Johannesburg – Minister for Women Susan Shabangu on Tuesday praised the pupils from Pretoria High School for Girls for standing up for themselves.
"Keep up the good work, young girls, it is very important," she told News24 shortly after addressing a TechnoGirl event in Sandton, Johannesburg.
Shabangu said it was important for girls to be aware that they were beautiful and did not need to change themselves to feel beautiful.
"Preserve your beauty, preserve your identity, be identified as you want. Don’t allow yourselves to be undermined or to be turned into a person you are not.
"Your blackness, your hair, is your identity and you need to preserve that."
Code of Conduct
Some black pupils claim a section of the school's code of conduct relating to hairstyles is discriminatory. They held a protest at the school fair on Saturday.
On Monday, many of the girls expressed their dissatisfaction with the treatment they received over their hair. Others spoke about the treatment they received at the weekend, referring to the presence of armed guards and dogs on the school premises.
According to the school’s 36-page Code of Conduct, pupils can wear braids, cornrows or dreadlocks, but only if they are a maximum of 10mm in diameter.

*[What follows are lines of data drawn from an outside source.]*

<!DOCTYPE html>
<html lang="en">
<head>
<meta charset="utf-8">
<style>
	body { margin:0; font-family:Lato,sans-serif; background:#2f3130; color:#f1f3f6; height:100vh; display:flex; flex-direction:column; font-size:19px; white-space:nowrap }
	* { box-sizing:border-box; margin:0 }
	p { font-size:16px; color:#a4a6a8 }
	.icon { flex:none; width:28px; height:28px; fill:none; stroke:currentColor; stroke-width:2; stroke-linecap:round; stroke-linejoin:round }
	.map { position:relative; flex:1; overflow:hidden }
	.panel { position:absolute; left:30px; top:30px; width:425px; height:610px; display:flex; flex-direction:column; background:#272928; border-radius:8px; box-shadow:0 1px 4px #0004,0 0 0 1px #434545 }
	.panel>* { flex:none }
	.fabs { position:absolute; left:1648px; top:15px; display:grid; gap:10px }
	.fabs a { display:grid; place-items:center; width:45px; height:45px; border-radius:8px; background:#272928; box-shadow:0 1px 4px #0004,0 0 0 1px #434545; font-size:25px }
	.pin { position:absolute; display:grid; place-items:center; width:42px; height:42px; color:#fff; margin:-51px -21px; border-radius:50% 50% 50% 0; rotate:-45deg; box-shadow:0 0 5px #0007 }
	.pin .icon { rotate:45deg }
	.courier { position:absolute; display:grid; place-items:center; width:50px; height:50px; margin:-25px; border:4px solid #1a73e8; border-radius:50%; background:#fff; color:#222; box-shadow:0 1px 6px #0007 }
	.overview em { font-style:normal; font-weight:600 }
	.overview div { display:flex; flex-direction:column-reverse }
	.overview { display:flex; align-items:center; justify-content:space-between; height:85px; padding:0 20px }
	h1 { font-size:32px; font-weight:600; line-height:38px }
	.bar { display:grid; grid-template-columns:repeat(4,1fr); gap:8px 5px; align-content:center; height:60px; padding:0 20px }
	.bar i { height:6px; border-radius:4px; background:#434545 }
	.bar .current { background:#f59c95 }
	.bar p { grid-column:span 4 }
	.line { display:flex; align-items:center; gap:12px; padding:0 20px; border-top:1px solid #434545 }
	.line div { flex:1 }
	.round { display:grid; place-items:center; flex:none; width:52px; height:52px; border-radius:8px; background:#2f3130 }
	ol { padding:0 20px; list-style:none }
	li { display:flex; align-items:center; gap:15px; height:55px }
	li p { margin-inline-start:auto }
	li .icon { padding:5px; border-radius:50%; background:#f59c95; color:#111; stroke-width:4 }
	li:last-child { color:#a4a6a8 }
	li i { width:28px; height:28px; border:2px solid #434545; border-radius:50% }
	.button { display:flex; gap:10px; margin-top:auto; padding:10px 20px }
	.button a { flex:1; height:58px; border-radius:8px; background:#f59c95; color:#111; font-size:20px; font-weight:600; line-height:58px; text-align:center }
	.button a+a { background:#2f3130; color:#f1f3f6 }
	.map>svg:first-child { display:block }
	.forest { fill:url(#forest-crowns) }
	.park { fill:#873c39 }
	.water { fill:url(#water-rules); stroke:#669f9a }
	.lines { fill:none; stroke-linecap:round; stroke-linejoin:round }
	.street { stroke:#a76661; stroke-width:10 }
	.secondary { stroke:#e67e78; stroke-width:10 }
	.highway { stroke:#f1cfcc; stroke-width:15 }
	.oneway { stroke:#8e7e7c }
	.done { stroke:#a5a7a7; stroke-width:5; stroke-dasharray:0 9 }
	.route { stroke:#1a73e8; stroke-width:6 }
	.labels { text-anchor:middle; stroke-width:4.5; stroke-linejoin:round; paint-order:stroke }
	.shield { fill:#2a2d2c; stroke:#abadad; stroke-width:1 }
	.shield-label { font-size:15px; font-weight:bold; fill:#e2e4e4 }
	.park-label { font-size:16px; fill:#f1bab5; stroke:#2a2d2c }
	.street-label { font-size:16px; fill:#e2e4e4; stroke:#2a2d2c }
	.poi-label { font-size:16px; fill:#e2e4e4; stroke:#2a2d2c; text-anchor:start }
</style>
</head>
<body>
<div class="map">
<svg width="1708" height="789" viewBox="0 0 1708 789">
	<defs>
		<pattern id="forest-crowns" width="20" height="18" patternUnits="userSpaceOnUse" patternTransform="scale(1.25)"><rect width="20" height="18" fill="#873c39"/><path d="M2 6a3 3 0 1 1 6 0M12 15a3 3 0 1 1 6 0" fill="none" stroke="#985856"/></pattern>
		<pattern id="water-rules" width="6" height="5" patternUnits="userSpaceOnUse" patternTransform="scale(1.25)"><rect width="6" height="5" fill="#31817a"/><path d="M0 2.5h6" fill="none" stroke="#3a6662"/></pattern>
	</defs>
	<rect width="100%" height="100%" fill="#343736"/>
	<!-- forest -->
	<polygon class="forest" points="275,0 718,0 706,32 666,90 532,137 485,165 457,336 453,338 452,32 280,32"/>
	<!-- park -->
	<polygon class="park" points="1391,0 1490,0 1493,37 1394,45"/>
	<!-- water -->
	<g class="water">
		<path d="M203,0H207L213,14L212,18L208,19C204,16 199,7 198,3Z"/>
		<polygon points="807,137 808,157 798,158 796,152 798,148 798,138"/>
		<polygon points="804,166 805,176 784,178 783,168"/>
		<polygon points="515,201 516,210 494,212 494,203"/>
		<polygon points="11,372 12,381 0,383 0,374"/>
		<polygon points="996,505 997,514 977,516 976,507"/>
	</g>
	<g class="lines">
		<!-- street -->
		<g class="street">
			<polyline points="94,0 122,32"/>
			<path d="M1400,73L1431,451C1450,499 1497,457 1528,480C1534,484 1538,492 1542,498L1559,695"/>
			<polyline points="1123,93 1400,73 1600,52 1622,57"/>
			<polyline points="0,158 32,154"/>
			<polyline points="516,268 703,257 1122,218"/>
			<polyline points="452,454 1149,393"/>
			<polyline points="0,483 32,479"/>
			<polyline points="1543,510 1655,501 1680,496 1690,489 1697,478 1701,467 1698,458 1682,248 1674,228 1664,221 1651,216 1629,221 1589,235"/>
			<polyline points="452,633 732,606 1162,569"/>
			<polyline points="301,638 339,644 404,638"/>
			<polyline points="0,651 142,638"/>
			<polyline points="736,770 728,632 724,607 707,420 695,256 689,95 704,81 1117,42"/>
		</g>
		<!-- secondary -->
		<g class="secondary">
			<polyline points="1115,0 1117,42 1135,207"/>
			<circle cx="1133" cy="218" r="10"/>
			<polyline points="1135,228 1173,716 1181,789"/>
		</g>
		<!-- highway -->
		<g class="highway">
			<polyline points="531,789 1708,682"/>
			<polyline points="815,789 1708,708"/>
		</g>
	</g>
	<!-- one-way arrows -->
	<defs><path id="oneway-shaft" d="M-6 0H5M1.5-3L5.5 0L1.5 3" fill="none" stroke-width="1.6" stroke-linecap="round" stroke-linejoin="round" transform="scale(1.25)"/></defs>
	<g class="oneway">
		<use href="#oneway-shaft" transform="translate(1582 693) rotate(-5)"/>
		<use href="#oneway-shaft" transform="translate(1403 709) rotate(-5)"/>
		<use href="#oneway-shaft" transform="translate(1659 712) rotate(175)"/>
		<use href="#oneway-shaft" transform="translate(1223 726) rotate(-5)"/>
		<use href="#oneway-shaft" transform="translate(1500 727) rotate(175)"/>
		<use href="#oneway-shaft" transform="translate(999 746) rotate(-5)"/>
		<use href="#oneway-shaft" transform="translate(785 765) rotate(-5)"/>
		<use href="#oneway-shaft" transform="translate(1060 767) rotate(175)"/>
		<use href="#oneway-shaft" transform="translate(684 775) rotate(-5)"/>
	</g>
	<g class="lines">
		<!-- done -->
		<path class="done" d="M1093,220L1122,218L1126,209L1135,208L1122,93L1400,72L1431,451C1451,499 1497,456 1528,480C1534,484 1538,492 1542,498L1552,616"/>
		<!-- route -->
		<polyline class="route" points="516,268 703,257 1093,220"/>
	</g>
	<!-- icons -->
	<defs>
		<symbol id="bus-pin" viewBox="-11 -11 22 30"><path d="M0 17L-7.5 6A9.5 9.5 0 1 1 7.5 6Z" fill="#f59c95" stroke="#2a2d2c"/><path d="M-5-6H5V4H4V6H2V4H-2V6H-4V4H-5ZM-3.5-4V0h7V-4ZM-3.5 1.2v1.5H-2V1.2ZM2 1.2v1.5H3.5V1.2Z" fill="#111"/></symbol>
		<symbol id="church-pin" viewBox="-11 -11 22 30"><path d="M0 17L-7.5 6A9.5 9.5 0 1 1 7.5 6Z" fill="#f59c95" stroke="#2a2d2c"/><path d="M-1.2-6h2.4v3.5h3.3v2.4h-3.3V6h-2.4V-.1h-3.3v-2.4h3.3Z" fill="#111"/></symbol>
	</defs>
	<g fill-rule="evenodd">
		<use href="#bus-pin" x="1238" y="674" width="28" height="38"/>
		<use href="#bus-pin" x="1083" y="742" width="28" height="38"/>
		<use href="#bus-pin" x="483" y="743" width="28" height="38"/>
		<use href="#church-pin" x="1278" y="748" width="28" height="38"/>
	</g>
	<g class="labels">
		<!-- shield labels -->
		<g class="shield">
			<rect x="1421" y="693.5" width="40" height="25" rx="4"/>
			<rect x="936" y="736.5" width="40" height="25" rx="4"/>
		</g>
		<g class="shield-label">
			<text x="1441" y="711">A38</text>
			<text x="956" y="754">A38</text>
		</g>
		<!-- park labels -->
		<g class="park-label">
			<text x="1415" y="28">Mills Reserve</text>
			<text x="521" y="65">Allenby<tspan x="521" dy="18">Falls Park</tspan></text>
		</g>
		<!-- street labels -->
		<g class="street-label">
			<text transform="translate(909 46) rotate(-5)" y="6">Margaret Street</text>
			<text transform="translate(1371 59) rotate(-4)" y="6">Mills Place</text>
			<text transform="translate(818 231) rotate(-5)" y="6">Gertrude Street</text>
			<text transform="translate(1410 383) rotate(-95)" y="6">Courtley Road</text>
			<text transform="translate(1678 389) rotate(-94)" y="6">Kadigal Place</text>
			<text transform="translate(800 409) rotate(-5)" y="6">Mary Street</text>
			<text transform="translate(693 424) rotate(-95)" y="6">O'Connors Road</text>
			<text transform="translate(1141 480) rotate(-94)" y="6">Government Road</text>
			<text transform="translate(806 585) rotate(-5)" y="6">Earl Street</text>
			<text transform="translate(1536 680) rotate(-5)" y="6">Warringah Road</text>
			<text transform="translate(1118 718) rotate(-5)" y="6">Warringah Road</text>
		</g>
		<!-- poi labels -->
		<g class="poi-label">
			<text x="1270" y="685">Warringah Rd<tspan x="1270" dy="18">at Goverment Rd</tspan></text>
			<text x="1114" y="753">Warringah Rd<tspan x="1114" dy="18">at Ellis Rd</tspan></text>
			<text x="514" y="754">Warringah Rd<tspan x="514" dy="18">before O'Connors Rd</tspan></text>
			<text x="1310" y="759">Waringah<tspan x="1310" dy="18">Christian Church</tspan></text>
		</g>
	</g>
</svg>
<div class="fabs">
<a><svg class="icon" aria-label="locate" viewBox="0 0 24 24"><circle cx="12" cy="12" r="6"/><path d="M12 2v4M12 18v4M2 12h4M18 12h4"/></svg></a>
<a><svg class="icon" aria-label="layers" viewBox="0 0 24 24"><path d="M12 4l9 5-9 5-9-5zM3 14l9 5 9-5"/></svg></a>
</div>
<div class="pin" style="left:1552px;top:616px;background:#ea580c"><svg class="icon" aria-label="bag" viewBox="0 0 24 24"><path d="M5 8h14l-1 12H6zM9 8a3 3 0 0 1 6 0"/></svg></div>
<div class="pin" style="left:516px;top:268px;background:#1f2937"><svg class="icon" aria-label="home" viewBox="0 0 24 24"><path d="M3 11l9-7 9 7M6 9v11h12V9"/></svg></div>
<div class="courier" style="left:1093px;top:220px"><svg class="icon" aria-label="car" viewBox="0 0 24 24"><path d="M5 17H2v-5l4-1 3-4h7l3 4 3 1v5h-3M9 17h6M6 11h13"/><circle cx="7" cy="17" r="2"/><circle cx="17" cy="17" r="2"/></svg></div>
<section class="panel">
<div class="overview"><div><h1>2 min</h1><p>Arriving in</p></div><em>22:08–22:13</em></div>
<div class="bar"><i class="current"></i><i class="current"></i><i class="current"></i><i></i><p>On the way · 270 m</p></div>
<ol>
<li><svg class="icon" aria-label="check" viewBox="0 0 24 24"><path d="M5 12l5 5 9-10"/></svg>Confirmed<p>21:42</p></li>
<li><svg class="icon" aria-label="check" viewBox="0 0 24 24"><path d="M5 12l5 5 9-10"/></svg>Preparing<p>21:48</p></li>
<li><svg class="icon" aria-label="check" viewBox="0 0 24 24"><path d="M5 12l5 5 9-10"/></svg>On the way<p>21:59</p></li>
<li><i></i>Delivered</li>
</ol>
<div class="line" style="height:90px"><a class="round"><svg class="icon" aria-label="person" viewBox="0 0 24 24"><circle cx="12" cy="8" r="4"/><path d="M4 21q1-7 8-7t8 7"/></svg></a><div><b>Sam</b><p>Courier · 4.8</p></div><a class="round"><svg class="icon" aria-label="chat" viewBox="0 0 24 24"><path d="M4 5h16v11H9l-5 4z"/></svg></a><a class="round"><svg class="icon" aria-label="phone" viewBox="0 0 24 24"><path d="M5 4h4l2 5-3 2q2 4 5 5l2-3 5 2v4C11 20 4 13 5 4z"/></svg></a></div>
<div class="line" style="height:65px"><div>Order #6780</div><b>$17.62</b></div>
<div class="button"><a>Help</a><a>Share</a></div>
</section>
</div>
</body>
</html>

All hair has to be brushed, neatly tied back if long enough, and kept out of the face. No patterned cornrows are allowed. Longer braids have to be tied back. No decorations or beads are allowed in the hair.
"No dyeing, bleaching, highlighting, colouring, colour washing, colour rinsing, or shaving of hair in any way is allowed.
"Singles/braids must be the same length and be the natural colour of the girl’s hair. Longer braids must be tied back."
Mother tongue not allowed
Nowhere does the code specifically forbid an afro hairstyle.
The girls however claimed school rules prohibited African hairstyles such as afros, bantu knots, dreadlocks, and braids.
They alleged they were not allowed to speak their mother tongue and that a teacher called them monkeys when they were singing and chanting in class.
"I must say I am very disappointed and very embarrassed and condemn it highly," Shabangu said. "Somebody being forced to have a particular kind of hair is absolutely unacceptable."
Based on what the girls were saying, the school appeared to be racist and was attempting to continue classifying women in a particular way, she said.
"That is very wrong, and unacceptable in our country."
She urged the education department to make school policies such as codes of conduct more transparent and inclusive.
"There must be more or less a general framework which guides schools on their codes of conduct in ensuring there is no racism, that there is transparency, but also allows the young people to exercise what they believe is right."